Work instruction - Copy out each line of the data that includes the string "JSON".

Source information -

Content starts

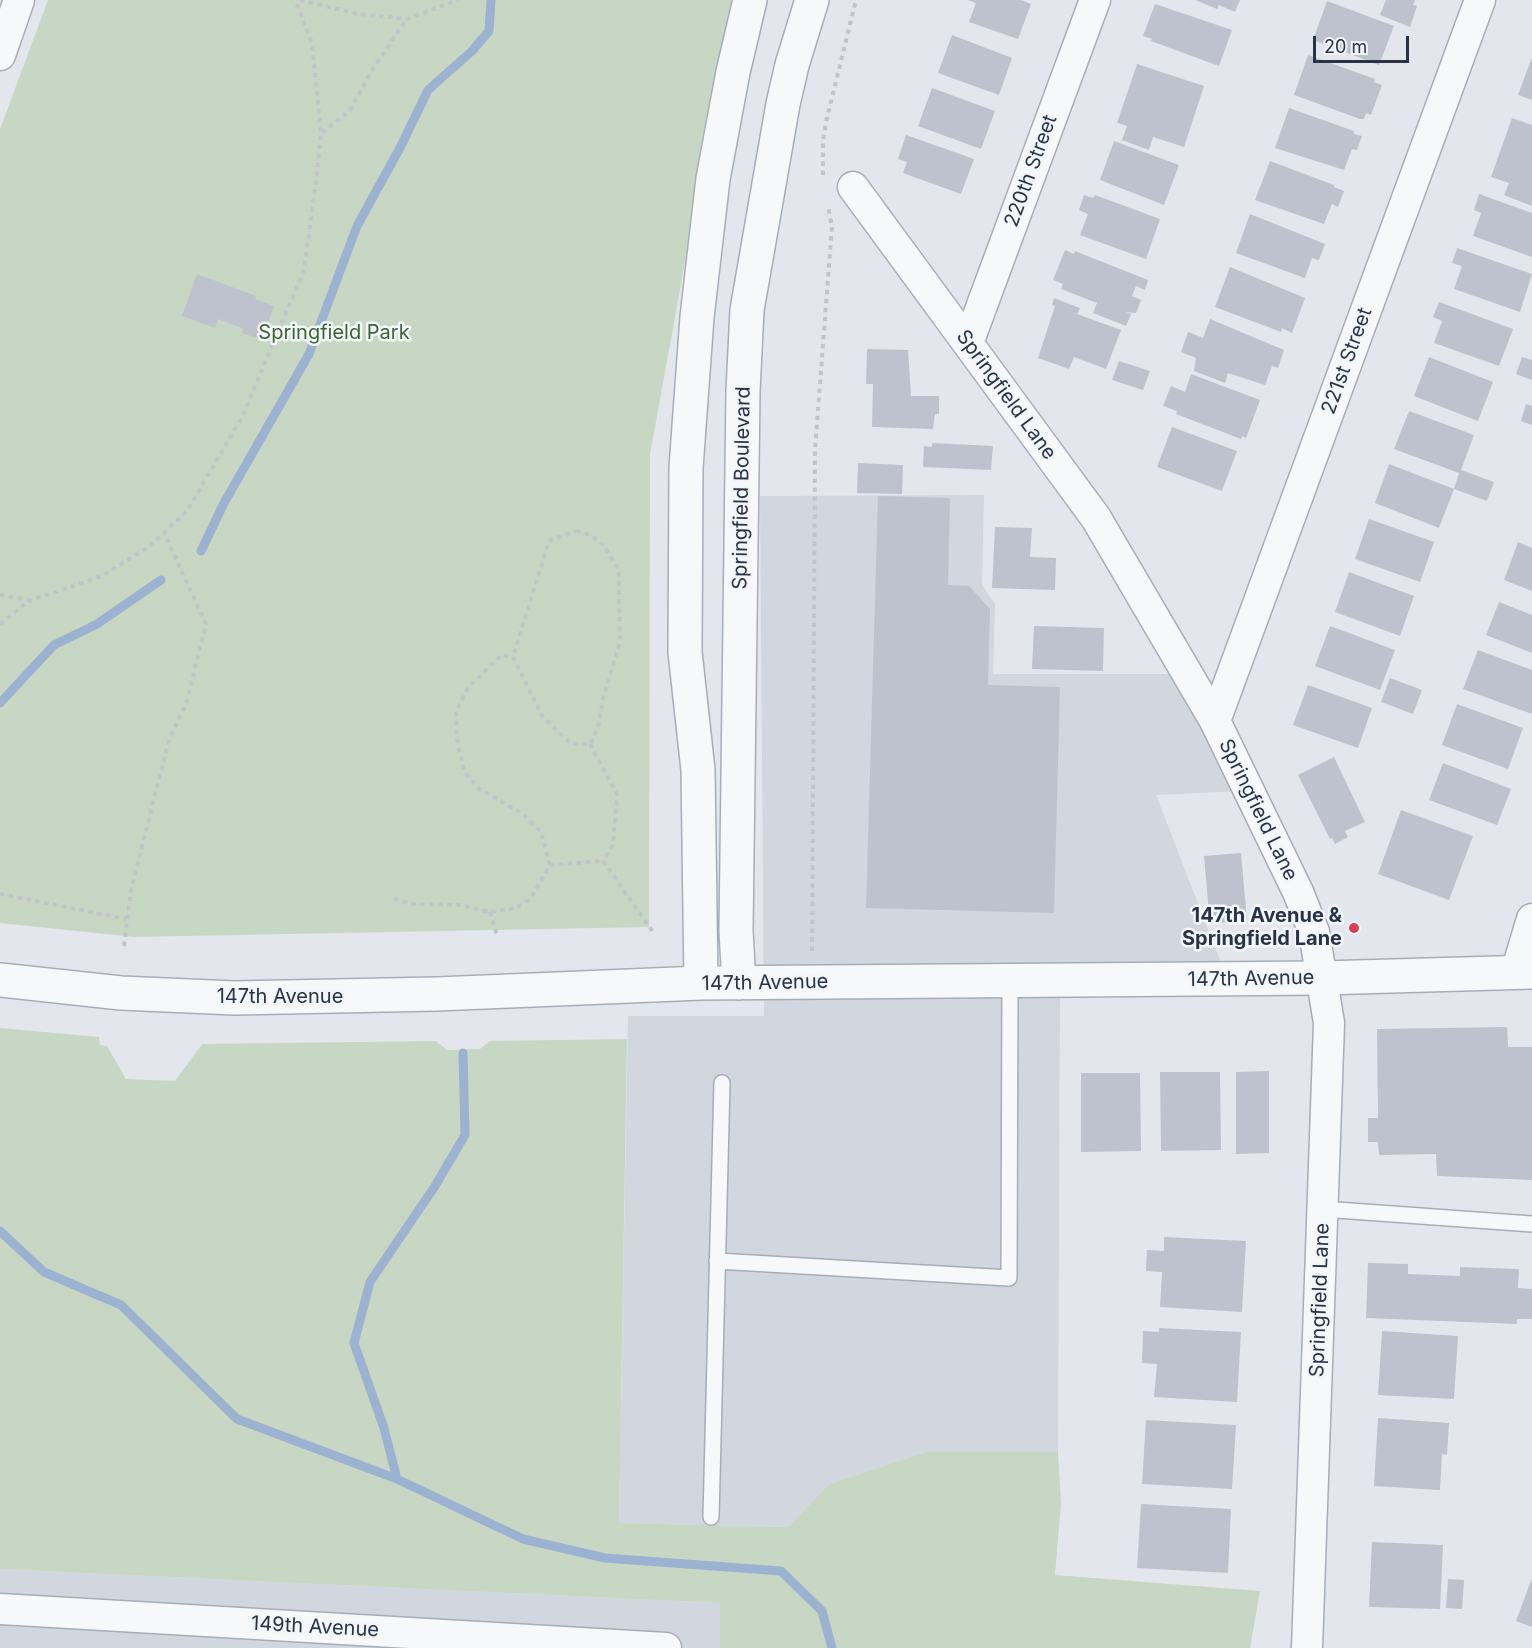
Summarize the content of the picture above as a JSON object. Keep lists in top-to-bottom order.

Content ends
Content starts

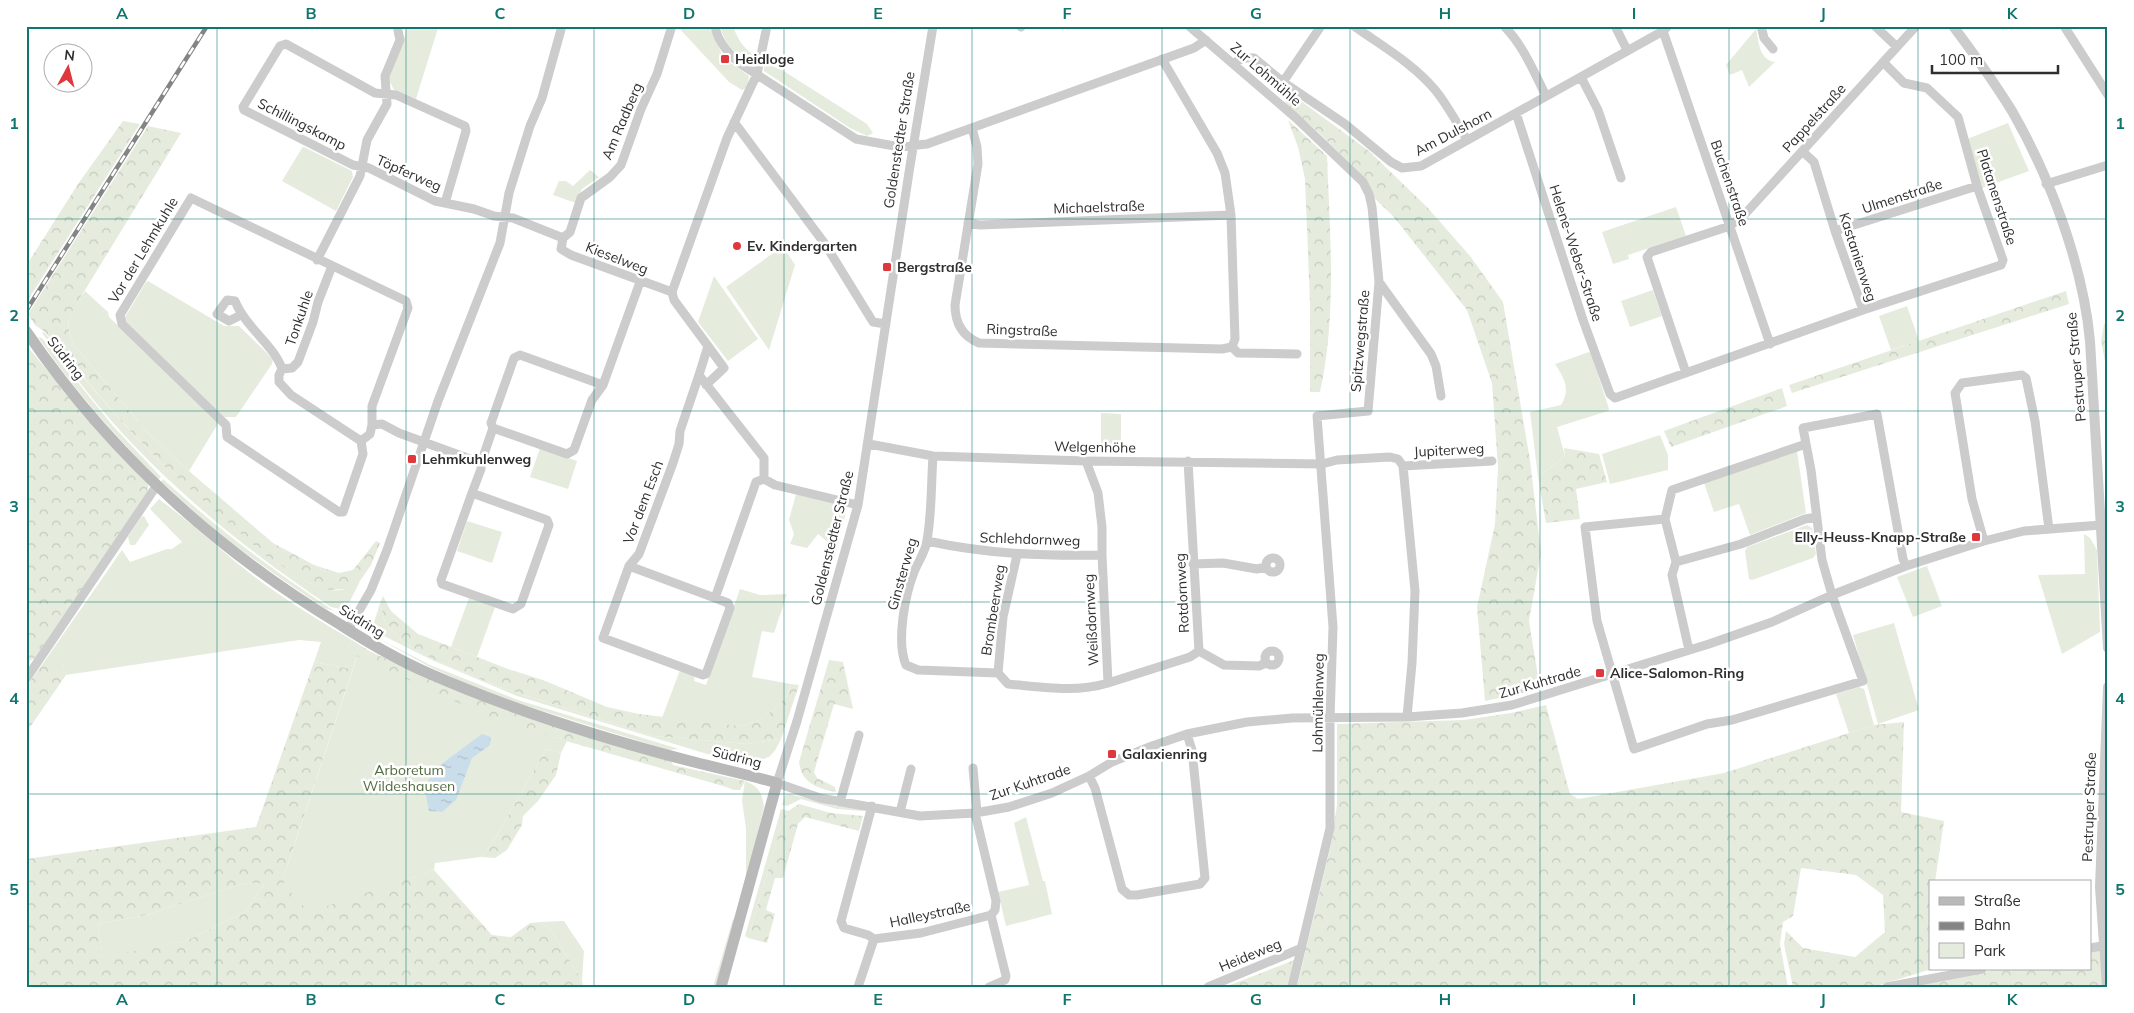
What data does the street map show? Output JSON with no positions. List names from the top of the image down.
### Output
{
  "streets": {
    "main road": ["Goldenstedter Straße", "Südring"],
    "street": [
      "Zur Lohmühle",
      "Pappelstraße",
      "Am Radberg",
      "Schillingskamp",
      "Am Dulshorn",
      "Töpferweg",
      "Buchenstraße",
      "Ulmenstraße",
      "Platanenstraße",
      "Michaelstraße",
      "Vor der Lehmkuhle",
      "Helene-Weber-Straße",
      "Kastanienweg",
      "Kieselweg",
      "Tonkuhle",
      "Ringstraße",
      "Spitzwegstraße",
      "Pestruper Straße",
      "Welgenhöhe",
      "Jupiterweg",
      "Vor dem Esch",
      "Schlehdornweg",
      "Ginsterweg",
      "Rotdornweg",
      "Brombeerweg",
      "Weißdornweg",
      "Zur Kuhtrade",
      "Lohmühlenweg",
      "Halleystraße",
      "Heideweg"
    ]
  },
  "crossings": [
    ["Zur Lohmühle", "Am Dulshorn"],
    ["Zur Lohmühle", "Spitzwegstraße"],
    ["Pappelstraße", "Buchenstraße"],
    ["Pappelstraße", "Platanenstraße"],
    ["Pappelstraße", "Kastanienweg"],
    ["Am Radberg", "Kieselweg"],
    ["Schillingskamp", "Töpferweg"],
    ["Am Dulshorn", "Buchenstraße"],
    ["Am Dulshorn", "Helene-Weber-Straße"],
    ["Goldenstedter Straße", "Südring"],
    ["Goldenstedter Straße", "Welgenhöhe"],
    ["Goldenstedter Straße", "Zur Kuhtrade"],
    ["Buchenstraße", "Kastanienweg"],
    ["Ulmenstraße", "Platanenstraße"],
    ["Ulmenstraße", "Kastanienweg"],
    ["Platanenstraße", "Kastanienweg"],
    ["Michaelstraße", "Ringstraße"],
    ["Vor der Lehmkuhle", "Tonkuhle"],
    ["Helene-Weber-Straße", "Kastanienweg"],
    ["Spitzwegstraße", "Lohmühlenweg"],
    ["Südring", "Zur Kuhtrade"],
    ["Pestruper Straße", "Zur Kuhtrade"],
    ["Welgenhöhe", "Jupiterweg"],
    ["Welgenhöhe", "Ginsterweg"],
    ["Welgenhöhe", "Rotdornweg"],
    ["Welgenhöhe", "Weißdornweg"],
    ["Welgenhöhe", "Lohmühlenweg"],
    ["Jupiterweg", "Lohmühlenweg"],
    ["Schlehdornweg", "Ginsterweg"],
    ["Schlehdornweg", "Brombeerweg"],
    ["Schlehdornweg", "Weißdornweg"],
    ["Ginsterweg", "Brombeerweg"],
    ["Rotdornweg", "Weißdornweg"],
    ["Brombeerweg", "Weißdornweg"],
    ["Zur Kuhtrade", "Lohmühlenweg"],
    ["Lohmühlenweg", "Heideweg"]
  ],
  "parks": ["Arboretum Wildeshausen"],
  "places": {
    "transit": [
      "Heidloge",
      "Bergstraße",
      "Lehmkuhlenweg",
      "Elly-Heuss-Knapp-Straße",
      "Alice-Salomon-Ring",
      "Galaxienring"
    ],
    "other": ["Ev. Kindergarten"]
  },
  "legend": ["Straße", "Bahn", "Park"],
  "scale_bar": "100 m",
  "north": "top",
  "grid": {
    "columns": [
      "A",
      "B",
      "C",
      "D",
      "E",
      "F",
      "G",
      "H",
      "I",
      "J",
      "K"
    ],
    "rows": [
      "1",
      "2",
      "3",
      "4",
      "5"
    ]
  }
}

Content ends

Written answer -
Summarize the content of the picture above as a JSON object. Keep lists in top-to-bottom order.
What data does the street map show? Output JSON with no positions. List names from the top of the image down.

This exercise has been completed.